Try and request model evaluations for different input parameters; the output should change accordingly.

Note that the client in fact requests the model evaluation twice, the second time passing in a configuration. This model-specific configuration is ignored by the minimal server example, but will become relevant later.

Changing the model

Now take a closer look at minimal-server.py. Refer to the models section for an explanation of how UM-Bridge models are defined in Python. Play around with the minimal model. For example, you could replace the multiplication by a more interesting operation, or change the model to have a different input and output dimension. Each time, restart the model server and call the modified model from your client to make sure changes take effect as you intend.

Switching out clients

Since UM-Bridge is language agnostic, any UM-Bridge client can connect to your minimal model. The syntax is largely the same for any supported language. If you like, follow the instructions in the clients section to call your model from a client in a different language, e.g. C++ or R.

Further, we can use one of the UM-Bridge integrations for specific UQ frameworks. These allow UM-Bridge models to be used seamlessly in each framework by fully embedding UM-Bridge clients (or servers) in the respective architecture. For example, install QMCPy from PyPI:

pip install qmcpy

You can then run the QMCPy example client from the UM-Bridge repository:

python qmcpy-client.py http://localhost:4242

It will connect to the running model server as before, and perform a forward UQ solve via Quasi-Monte Carlo. Simply put, it will apply the model to (cleverly chosen) samples from a distribution specified in the client, and output information about the resulting distribution of model outputs. Due to tight integration, this code looks like any other basic QMCPy example; however, it can immediately connect to any (arbitrarily complex) UM-Bridge model. We will take a closer look at UQ frameworks supporting UM-Bridge later.

2: Model containers

Running a pre-defined model container

The UM-Bridge benchmark library provides a number of ready-to-run models and UQ benchmark problems. Have a look at the tsunami model; it is part of this documentation site.

Each model in the library is provided as a publicly available Docker image. The Docker image ships not only the model server itself, but also all dependencies and data files it needs. No model-specific setup is required.

As the tsunami model’s documentation indicates, it is enough to run the following command to download and run its Docker image:

docker run -it -p 4242:4242 linusseelinger/model-exahype-tsunami

The model server is now up and running inside a container, waiting to be called by any UM-Bridge client.

Note that only one model server may be running at a given port. So, if you see an error indicating port 4242 is already in use, shut down the existing model server first.

Refer to the tsunami model’s documentation again to see what models the model server provides (there may be multiple), and what their properties are.

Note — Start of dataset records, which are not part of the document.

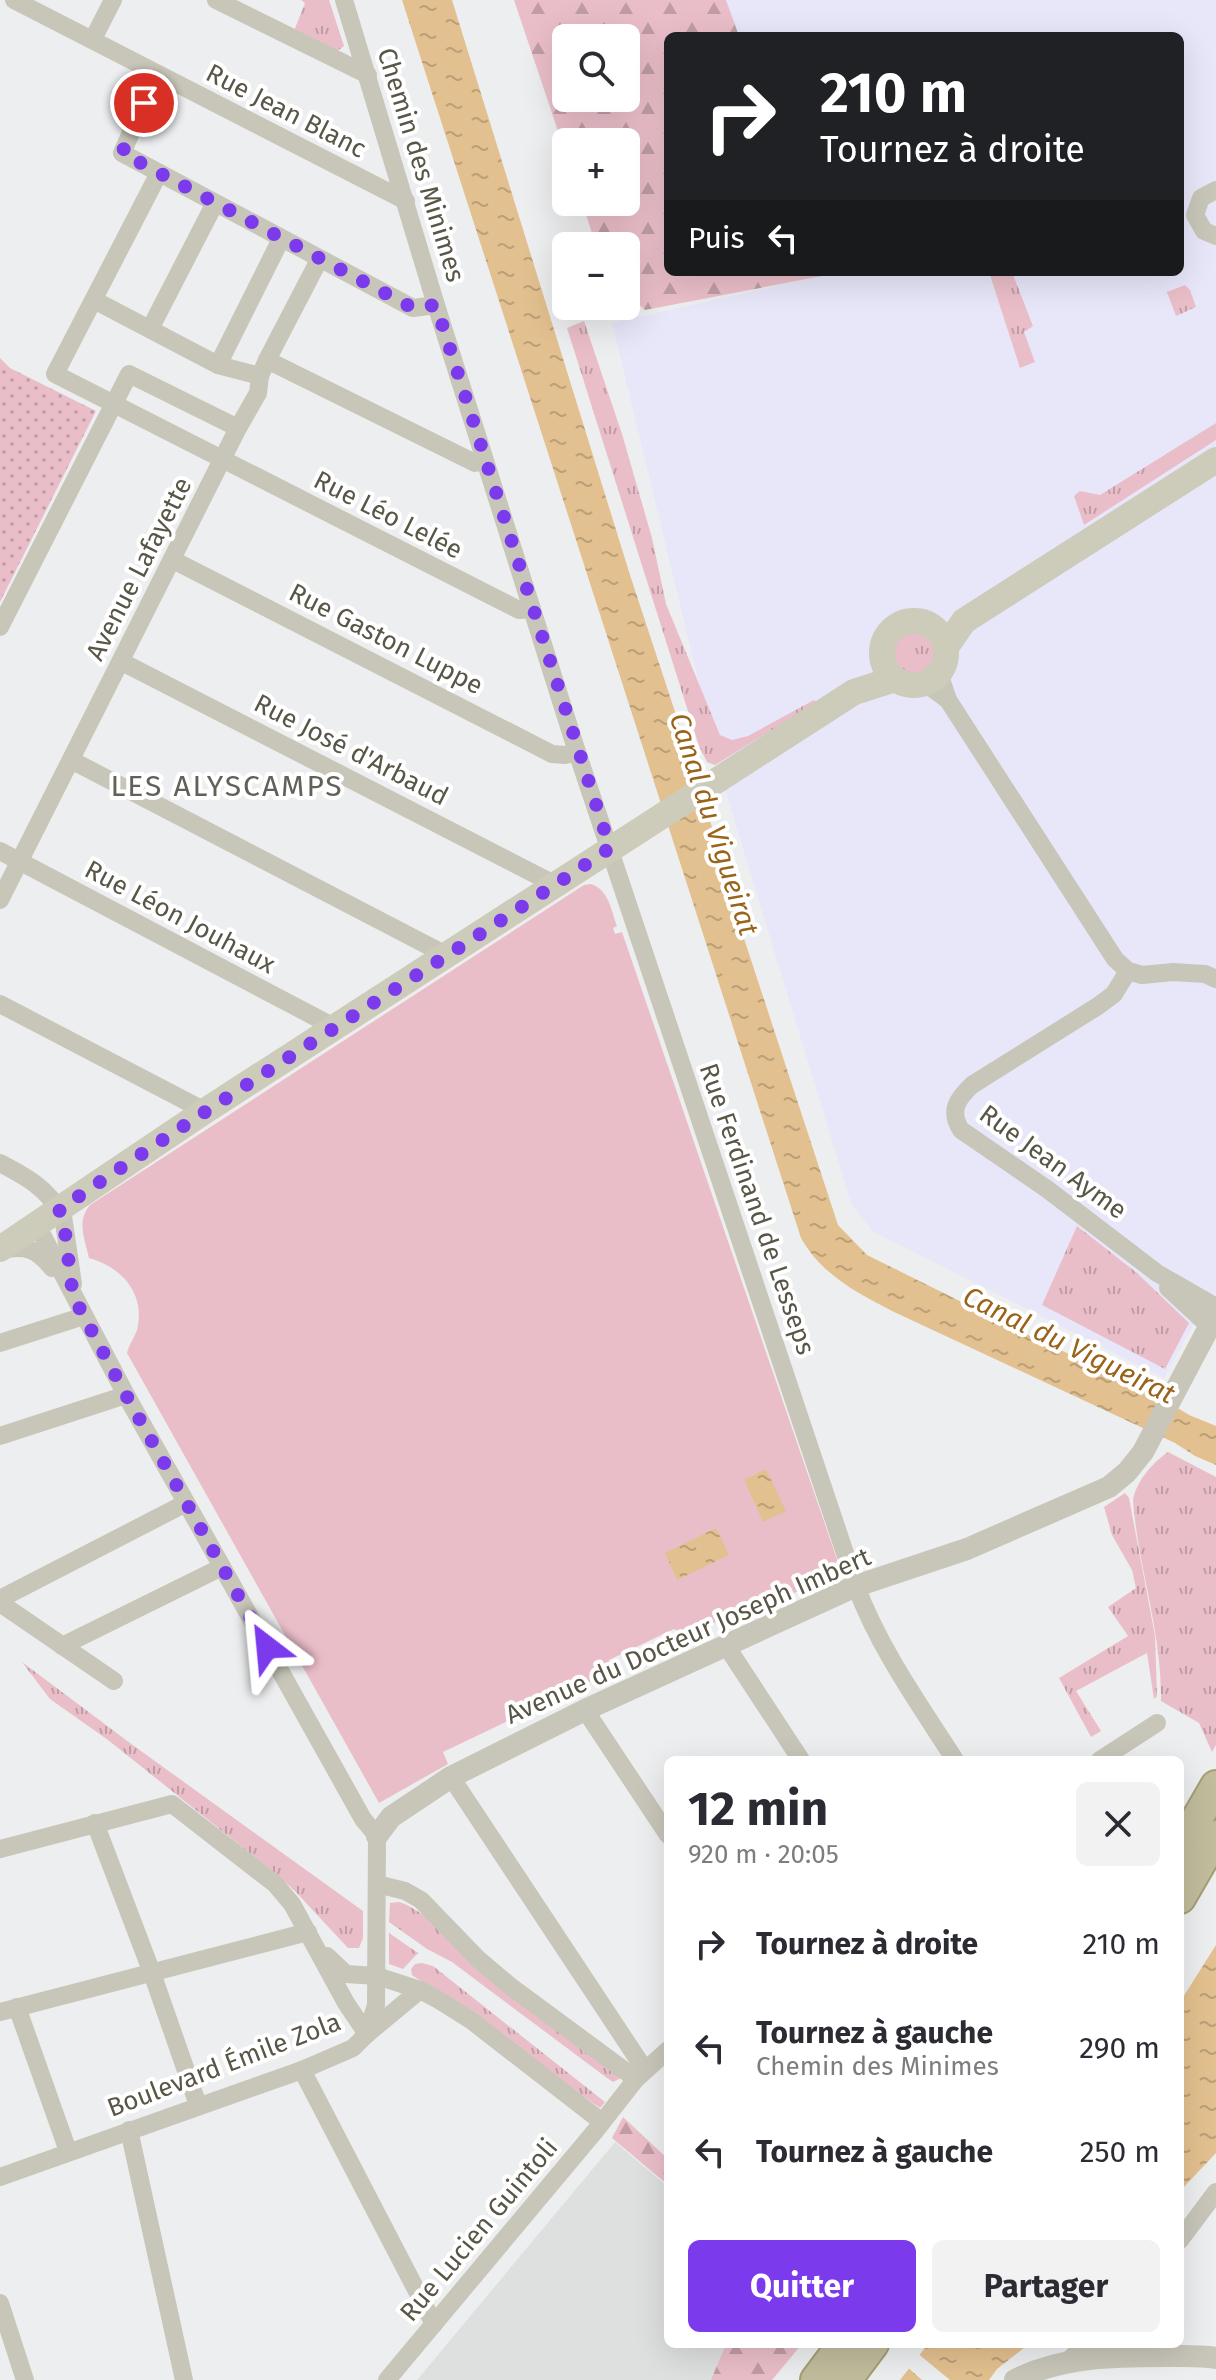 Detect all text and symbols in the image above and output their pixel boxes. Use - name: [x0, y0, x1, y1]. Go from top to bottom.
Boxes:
- map controls: [552, 24, 640, 320]
- button: search: [552, 24, 640, 112]
- street label: Chemin des Minimes: [371, 44, 471, 286]
- street label: Rue Jean Blanc: [201, 57, 371, 165]
- text: 210 m: [820, 60, 967, 127]
- icon: right: [688, 64, 792, 168]
- pin: [110, 69, 178, 137]
- icon: arrive: [122, 81, 166, 125]
- button: +: [552, 128, 640, 216]
- text: Tournez à droite: [820, 128, 1085, 172]
- icon: left: [761, 216, 805, 260]
- text: Puis: [688, 220, 745, 256]
- button: −: [552, 232, 640, 320]
- street label: Rue Léo Lelée: [308, 464, 468, 566]
- street label: Avenue Lafayette: [79, 472, 199, 666]
- street label: Rue Gaston Luppe: [284, 577, 488, 701]
- street label: Rue José d'Arbaud: [249, 688, 453, 812]
- water label: Canal du Vigueirat: [662, 709, 766, 939]
- district label: LES ALYSCAMPS: [110, 768, 344, 804]
- street label: Rue Léon Jouhaux: [80, 854, 281, 980]
- street label: Rue Ferdinand de Lesseps: [693, 1059, 821, 1359]
- street label: Rue Jean Ayme: [973, 1098, 1133, 1226]
- water label: Canal du Vigueirat: [958, 1279, 1180, 1411]
- street label: Avenue du Docteur Joseph Imbert: [501, 1541, 876, 1731]
- position arrow: [225, 1605, 309, 1689]
- text: 12 min: [688, 1780, 828, 1838]
- button: close: [1076, 1782, 1160, 1866]
- text: 920 m · 20:05: [688, 1839, 839, 1870]
- icon: right: [688, 1922, 732, 1966]
- text: Tournez à droite: [756, 1926, 978, 1962]
- text: 210 m: [1083, 1926, 1160, 1962]
- street label: Boulevard Émile Zola: [103, 2006, 345, 2124]
- text: Tournez à gauche: [756, 2015, 993, 2051]
- icon: left: [688, 2026, 732, 2070]
- text: 290 m: [1079, 2030, 1160, 2066]
- text: Chemin des Minimes: [756, 2051, 999, 2082]
- icon: left: [688, 2130, 732, 2174]
- street label: Rue Lucien Guintoli: [394, 2132, 564, 2328]
- text: Tournez à gauche: [756, 2134, 993, 2170]
- text: 250 m: [1080, 2134, 1160, 2170]
- button: Quitter: [688, 2240, 916, 2332]
- button: Partager: [932, 2240, 1160, 2332]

In this case it is a model called forward. This particular model takes a single 2D vector as input, defined to be the location of the tsunami source. It then solves a hyperbolic partial differential equation (PDE) to compute the tsunami propagation. Finally, it returns a single 4D vector containing the main tsunami wave’s arrival time and maximum water height at two different locations. This model does not provide any derivatives.

Requesting a model evaluation

As before, you can use the minimal Python client to connect to the model (or any other UM-Bridge client).

Apart from input parameters, the client may also choose different configuration options. These are model specific and listed in the respective model’s documentation page. For example, the tsunami model allows you to select a finer discretization level by passing {"level": 1} as configuration. Again, the client documentation gives an example. Be aware that level 2 may take quite long to run.

Switching out models

You can use the exact same client as before on any other UM-Bridge model, regardless of model specifics like choice of programming language, build systems, etc. Stop the tsunami model (e.g. via Ctrl + C in its terminal). Instead, run a simple beam benchmark problem:

docker run -it -p 4243:4243 linusseelinger/benchmark-muq-beam-propagation:latest

This Euler-Bernoulli beam has different input and output dimensions than the tsunami. Running the client again will yield an according error:

python umbridge-client.py http://localhost:4243

Change the input parameter dimension in umbridge-client.py to match the new model (e.g. param = [[1.02,1.04,1.03]]), and you should receive its output.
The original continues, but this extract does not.